Tanya Menon is fascinated that in a time when we can instantaneously connect with nearly the whole world, we often instead filter our relationships even more narrowly. As such, we often get stuck in dead ends, missing out on new people, ideas and opportunities. Menon and her collaborators have studied the often mundane feelings and innocuous daily habits that cause people to remain in their social comfort zone and produce this polarization. And they have also explored ways that we can be more intentional about navigating the social world.
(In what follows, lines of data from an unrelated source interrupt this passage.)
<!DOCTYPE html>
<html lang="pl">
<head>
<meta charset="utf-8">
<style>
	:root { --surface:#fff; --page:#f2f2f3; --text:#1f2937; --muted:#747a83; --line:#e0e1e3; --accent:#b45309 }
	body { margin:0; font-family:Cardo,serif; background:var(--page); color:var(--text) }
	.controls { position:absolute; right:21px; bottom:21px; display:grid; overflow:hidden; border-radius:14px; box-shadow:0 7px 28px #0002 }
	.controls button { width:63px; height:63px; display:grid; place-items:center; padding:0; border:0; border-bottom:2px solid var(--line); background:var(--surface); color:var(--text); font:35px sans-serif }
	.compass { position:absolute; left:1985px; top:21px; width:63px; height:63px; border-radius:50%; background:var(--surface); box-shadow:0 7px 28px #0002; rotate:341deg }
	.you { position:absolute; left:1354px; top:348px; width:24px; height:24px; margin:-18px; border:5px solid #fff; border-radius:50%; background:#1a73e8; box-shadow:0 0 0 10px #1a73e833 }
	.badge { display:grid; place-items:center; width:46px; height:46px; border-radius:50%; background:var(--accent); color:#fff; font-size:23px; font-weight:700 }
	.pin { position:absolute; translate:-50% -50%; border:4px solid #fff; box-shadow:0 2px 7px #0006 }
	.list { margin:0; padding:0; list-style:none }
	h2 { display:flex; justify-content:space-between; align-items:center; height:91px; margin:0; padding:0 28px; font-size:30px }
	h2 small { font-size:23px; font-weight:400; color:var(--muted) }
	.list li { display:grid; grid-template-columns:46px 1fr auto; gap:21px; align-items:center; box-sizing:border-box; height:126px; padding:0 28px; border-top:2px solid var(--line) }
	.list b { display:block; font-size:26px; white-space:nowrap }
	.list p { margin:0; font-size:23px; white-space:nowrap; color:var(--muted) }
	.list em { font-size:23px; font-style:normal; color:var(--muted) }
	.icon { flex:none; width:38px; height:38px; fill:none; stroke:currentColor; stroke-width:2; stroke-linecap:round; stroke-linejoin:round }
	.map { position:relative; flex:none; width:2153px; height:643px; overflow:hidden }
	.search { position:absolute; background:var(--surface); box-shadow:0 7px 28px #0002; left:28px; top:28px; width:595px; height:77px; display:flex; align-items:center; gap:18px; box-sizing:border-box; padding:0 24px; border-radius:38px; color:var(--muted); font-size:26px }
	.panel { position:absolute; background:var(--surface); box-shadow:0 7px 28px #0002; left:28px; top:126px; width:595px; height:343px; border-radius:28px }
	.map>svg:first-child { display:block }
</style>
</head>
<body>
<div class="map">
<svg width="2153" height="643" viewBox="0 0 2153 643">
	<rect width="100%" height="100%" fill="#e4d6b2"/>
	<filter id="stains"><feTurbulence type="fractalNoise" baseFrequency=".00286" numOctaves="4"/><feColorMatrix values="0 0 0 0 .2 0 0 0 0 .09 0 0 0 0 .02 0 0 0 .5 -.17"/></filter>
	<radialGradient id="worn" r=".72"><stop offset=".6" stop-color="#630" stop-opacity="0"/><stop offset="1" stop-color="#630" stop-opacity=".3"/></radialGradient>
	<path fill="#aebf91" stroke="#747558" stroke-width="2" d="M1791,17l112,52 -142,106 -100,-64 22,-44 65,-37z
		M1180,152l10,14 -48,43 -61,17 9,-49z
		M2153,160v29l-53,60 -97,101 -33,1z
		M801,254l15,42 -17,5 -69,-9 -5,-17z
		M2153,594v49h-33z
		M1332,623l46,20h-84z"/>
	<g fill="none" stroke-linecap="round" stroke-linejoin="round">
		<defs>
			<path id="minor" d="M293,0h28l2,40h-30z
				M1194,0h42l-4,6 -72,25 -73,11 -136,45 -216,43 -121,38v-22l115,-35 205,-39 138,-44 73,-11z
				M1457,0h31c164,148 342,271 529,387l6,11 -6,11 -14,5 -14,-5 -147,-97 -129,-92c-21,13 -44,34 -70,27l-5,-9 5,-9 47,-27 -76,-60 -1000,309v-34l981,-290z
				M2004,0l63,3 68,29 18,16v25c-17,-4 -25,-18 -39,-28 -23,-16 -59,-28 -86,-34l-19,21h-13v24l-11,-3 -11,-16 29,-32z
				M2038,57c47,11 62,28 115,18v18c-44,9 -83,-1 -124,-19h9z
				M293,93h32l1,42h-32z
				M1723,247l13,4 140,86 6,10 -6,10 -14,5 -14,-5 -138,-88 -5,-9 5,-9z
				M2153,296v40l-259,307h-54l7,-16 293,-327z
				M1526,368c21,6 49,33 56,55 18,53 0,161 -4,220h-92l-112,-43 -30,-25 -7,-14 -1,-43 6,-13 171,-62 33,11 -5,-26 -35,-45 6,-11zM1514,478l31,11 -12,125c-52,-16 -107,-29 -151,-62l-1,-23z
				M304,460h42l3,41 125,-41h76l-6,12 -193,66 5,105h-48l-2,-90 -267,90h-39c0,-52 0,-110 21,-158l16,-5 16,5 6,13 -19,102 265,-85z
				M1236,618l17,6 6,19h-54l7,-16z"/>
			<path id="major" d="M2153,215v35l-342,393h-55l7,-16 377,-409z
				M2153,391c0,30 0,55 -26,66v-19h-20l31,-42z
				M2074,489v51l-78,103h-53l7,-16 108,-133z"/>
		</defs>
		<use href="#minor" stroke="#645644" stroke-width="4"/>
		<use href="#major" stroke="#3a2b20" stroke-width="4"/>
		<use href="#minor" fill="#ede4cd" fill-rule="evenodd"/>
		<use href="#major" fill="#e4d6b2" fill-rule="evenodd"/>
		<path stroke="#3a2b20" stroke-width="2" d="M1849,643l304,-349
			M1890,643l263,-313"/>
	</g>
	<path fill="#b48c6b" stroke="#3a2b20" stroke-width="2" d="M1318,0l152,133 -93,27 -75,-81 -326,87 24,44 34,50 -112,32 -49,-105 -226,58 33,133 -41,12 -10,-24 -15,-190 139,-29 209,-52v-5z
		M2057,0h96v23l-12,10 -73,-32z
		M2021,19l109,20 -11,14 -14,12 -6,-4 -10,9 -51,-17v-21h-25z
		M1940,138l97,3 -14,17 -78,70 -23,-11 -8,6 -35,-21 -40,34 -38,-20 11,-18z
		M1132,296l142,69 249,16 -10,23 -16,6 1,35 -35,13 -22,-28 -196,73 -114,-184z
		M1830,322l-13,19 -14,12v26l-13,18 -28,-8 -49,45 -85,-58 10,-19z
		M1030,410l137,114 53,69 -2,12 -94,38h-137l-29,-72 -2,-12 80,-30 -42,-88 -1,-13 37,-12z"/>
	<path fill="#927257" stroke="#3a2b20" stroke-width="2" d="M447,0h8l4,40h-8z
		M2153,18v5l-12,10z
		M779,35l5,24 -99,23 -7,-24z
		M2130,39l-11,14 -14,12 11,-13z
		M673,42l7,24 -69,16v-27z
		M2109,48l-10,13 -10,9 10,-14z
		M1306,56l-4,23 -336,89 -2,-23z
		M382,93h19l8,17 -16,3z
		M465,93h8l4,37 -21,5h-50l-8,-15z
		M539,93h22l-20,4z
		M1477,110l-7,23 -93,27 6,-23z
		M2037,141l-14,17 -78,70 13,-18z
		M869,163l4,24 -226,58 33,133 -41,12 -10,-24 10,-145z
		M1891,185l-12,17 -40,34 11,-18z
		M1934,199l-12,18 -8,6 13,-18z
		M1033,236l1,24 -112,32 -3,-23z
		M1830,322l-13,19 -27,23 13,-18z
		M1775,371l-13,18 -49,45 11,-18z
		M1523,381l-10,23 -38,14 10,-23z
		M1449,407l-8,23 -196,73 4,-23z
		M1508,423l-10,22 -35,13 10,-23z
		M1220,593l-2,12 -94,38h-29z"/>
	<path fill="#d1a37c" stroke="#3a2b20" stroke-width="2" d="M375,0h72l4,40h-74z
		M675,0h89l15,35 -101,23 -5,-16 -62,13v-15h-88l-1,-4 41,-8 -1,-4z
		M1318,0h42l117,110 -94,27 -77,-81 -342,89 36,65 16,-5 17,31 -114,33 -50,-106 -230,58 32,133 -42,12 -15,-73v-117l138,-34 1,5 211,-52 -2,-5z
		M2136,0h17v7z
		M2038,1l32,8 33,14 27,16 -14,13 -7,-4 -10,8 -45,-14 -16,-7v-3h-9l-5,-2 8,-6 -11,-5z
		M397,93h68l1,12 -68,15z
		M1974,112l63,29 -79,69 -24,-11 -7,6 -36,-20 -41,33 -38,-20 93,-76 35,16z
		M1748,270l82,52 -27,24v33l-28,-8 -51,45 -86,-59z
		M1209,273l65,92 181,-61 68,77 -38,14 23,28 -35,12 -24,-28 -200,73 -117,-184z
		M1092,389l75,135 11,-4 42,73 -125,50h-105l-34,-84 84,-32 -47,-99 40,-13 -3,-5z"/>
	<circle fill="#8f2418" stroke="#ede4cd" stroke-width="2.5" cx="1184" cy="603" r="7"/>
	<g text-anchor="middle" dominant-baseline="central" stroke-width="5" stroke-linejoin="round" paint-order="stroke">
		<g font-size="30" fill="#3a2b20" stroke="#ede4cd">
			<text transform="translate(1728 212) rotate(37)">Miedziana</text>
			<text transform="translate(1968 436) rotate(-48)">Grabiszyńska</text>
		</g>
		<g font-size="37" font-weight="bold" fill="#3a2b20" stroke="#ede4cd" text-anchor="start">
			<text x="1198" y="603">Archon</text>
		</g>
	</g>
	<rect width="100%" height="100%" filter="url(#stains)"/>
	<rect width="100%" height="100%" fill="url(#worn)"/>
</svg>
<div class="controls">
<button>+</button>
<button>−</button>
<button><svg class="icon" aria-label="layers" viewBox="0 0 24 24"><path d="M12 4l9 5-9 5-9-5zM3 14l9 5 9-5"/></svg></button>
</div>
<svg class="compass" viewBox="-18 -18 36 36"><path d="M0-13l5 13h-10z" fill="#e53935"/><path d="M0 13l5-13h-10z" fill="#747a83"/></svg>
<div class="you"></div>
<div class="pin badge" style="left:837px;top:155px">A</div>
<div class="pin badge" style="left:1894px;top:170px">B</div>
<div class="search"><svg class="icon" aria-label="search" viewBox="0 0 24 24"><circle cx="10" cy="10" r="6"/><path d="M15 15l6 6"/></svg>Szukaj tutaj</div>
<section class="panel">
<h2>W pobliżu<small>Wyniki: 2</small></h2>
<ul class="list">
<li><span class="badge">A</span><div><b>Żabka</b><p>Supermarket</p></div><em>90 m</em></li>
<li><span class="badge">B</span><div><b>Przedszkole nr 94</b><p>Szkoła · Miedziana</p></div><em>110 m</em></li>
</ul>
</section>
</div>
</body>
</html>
Menon is Associate Professor at the Ohio State University’s Fisher College of Business. Her research has been cited in the Wall Street Journal, Boston Globe, Chicago Tribune and The Financial Times. She is Associate Editor at Management Science journal, an award-winning teacher, and she has done keynotes, consulting and training for organizations all over the world. Her book with Dr. Leigh Thompson, Stop Spending, Start Managing: Strategies to Transform Wasteful Habits (2016, Harvard Business Review Press) explores various social traps people face in business, and how to overcome them.
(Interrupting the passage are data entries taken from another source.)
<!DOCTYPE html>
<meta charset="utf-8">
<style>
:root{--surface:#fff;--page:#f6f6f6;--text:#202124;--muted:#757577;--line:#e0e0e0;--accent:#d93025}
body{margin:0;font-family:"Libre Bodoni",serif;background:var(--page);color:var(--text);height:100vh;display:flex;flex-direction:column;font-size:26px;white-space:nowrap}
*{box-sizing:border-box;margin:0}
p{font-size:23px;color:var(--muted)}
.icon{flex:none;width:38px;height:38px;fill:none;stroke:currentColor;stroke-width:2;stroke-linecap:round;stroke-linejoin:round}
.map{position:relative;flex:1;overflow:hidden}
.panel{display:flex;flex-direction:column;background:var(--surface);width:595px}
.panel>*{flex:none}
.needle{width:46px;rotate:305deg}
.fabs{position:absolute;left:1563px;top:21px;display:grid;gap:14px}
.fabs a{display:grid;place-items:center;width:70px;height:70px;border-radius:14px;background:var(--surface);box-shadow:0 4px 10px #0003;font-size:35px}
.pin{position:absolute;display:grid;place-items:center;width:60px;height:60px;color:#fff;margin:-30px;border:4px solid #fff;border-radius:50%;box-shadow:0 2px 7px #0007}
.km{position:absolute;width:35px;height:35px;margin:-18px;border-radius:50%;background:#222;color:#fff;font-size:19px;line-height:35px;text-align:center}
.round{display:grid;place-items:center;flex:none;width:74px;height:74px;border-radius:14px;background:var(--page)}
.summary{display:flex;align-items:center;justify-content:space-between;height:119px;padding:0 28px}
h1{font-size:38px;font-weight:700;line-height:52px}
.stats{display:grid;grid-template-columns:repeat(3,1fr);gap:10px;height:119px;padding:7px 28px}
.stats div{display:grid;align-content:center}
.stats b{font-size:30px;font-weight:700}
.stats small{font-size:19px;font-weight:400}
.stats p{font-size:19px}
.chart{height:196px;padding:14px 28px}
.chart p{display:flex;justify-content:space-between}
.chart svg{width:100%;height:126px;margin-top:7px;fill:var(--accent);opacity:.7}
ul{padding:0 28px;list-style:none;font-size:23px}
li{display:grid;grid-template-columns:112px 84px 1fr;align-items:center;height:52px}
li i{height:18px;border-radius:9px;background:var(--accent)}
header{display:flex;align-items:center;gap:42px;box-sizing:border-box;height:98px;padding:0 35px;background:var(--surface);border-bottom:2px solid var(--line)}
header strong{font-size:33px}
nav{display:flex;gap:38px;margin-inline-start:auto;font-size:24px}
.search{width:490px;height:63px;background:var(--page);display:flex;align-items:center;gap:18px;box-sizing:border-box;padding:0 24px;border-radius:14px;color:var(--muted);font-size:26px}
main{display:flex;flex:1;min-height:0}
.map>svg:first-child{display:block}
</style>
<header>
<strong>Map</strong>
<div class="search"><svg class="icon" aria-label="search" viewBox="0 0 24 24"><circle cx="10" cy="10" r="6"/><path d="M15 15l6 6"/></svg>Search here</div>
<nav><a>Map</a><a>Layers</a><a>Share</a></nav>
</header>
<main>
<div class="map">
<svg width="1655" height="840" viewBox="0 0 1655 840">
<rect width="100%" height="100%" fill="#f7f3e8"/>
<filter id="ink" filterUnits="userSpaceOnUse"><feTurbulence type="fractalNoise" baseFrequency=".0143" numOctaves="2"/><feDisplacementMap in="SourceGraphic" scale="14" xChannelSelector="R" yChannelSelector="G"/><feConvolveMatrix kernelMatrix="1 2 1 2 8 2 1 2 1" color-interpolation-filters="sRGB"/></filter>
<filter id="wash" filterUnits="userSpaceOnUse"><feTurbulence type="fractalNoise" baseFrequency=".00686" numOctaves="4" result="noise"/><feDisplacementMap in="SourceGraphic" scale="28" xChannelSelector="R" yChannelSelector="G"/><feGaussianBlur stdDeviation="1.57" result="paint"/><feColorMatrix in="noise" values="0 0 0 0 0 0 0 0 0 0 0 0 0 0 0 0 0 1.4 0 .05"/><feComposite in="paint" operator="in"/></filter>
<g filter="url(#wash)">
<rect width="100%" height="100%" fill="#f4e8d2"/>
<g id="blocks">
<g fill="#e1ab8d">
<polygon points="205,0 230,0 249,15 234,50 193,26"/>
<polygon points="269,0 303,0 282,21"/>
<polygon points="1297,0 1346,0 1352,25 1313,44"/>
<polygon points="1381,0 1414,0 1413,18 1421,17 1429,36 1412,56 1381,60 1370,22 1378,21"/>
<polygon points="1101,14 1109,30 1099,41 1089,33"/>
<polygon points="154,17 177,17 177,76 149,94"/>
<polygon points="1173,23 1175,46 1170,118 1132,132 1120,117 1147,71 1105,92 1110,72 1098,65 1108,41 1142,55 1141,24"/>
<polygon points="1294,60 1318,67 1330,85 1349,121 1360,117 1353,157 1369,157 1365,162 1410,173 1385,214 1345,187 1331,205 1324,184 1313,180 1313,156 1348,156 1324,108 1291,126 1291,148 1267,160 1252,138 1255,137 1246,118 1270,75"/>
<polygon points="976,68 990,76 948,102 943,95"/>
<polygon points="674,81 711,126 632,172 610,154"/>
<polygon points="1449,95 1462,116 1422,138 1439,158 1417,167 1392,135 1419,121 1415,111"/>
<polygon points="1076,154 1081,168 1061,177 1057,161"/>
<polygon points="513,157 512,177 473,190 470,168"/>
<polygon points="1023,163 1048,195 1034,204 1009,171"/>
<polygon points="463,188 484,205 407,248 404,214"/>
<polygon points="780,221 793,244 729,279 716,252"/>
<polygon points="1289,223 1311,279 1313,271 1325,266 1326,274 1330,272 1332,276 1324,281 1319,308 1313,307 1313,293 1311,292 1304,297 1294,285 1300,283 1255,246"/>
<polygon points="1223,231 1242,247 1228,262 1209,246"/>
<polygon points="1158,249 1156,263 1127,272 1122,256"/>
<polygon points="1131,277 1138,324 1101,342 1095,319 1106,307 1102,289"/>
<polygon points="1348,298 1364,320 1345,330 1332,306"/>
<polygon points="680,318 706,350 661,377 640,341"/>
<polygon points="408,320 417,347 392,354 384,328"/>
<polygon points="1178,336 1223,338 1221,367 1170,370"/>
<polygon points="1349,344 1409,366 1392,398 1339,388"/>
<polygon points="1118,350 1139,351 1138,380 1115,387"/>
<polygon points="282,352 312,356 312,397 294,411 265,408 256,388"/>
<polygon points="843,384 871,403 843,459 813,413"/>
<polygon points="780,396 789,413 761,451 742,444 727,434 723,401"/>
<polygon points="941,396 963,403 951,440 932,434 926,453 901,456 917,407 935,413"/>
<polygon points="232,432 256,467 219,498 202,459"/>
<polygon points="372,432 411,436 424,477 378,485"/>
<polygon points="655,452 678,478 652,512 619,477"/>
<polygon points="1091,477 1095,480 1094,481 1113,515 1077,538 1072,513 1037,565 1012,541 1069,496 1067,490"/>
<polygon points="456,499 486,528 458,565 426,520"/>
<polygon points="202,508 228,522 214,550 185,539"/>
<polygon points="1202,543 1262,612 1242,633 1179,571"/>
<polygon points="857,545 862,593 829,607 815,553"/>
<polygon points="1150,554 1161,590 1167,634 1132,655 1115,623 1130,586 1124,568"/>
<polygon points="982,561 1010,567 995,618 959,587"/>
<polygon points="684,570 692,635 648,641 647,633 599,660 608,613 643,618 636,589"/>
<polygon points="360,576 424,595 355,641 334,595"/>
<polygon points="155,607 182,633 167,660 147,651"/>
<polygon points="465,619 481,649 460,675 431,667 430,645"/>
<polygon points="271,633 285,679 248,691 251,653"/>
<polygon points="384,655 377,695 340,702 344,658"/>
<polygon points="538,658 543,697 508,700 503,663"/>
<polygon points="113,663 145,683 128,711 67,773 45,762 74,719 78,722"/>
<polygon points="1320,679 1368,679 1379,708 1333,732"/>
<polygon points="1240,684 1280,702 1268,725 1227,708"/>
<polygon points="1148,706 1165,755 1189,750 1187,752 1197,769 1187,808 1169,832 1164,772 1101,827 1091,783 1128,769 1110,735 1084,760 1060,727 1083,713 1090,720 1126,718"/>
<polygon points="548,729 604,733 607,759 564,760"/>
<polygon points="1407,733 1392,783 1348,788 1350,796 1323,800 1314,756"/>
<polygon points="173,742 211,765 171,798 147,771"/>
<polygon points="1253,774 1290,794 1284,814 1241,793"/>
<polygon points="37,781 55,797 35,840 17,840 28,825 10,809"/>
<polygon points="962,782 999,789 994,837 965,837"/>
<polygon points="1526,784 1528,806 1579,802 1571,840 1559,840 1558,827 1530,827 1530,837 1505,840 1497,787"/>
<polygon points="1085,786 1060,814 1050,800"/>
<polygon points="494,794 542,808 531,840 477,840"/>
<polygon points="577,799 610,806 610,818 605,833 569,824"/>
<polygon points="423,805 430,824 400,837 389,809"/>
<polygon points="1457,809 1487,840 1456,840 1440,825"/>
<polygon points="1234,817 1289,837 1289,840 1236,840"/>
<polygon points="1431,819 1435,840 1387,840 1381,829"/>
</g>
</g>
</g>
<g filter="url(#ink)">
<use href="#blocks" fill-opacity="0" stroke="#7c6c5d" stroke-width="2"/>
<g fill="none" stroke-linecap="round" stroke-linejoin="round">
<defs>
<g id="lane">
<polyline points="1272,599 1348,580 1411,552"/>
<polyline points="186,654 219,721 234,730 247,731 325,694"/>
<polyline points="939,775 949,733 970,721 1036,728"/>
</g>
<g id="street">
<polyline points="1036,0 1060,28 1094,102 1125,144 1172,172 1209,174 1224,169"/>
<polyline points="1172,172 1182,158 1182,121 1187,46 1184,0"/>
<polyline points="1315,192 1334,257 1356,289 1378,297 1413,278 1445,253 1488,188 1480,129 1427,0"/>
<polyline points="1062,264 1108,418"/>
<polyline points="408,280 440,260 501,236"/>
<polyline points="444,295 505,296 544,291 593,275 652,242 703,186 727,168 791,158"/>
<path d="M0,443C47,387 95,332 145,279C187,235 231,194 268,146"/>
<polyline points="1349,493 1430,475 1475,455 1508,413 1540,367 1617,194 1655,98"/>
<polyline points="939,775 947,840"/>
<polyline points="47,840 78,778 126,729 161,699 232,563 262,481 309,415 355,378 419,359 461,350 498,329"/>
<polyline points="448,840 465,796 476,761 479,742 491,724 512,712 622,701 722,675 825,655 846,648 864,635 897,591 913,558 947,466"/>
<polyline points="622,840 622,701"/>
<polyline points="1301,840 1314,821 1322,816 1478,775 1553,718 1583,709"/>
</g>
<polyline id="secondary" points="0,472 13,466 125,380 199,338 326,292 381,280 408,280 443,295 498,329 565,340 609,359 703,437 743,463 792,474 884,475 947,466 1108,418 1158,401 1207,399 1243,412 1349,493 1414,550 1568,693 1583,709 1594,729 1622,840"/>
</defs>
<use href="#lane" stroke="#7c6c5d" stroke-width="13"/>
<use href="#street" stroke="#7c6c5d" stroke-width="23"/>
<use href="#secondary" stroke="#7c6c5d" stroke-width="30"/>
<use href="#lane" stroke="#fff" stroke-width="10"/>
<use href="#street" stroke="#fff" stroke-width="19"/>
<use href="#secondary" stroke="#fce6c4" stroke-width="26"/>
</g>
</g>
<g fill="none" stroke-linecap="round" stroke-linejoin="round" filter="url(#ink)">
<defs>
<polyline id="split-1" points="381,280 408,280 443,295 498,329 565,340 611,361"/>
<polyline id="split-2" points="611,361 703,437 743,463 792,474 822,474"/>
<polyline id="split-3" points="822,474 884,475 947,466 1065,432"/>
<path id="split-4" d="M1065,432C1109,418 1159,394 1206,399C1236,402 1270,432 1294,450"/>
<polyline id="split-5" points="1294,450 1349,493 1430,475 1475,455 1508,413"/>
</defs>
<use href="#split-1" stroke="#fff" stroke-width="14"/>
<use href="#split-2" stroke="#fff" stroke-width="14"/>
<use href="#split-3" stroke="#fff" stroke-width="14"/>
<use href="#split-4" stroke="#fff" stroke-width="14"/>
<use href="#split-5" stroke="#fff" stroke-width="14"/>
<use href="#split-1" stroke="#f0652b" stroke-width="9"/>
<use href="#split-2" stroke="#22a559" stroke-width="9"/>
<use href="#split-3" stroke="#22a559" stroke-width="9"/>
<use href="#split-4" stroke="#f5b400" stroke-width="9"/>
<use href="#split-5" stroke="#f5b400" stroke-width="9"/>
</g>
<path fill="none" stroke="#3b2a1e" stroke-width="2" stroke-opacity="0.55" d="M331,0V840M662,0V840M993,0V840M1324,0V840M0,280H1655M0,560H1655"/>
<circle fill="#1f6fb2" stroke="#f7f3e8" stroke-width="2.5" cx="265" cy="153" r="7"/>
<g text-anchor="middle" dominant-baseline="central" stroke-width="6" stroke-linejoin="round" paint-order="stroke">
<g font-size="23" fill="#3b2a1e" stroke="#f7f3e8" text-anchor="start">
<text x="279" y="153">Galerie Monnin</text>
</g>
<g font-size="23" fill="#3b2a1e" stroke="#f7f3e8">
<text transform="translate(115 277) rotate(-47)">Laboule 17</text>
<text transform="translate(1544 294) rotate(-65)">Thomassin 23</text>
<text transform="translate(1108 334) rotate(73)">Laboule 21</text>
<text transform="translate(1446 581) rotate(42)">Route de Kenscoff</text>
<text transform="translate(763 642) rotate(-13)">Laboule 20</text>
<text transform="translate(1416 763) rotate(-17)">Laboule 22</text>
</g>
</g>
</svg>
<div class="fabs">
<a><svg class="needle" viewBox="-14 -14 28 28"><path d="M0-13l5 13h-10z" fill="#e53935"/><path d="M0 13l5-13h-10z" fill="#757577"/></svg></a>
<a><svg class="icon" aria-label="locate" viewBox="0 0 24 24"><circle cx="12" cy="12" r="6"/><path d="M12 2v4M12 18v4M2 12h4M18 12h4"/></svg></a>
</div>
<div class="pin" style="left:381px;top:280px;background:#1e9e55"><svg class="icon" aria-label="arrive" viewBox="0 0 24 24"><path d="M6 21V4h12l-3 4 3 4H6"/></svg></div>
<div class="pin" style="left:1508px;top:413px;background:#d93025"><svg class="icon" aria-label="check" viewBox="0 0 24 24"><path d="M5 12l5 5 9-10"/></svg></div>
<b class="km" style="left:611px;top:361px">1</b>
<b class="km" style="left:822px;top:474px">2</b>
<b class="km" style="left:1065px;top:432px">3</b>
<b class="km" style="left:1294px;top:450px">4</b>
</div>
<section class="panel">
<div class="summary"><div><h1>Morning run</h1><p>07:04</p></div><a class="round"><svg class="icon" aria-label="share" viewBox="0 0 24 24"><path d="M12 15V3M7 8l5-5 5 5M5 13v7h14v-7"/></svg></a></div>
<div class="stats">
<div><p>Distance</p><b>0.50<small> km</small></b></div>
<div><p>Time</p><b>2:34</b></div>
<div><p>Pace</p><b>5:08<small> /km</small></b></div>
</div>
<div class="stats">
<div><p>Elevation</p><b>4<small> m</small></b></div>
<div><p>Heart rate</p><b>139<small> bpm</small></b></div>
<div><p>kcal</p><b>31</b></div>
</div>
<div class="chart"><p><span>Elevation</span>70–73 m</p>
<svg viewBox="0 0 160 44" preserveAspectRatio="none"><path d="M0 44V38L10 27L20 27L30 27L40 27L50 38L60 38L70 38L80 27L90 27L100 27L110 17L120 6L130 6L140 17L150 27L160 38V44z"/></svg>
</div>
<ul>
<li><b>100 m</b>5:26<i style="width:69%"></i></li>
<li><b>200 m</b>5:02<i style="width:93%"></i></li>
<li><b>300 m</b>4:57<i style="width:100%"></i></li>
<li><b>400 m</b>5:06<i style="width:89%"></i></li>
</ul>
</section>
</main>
Menon earned a bachelor's degree in sociology from Harvard University in 1995 and her Ph.D. from the Stanford Graduate School of Business. Her goal as a researcher, educator, consultant and parent is to create new ways for people to connect with each other so that they can live richer and more creative lives. She hopes that her work will help people intentionally create new habits to live a wider life and also share them widely.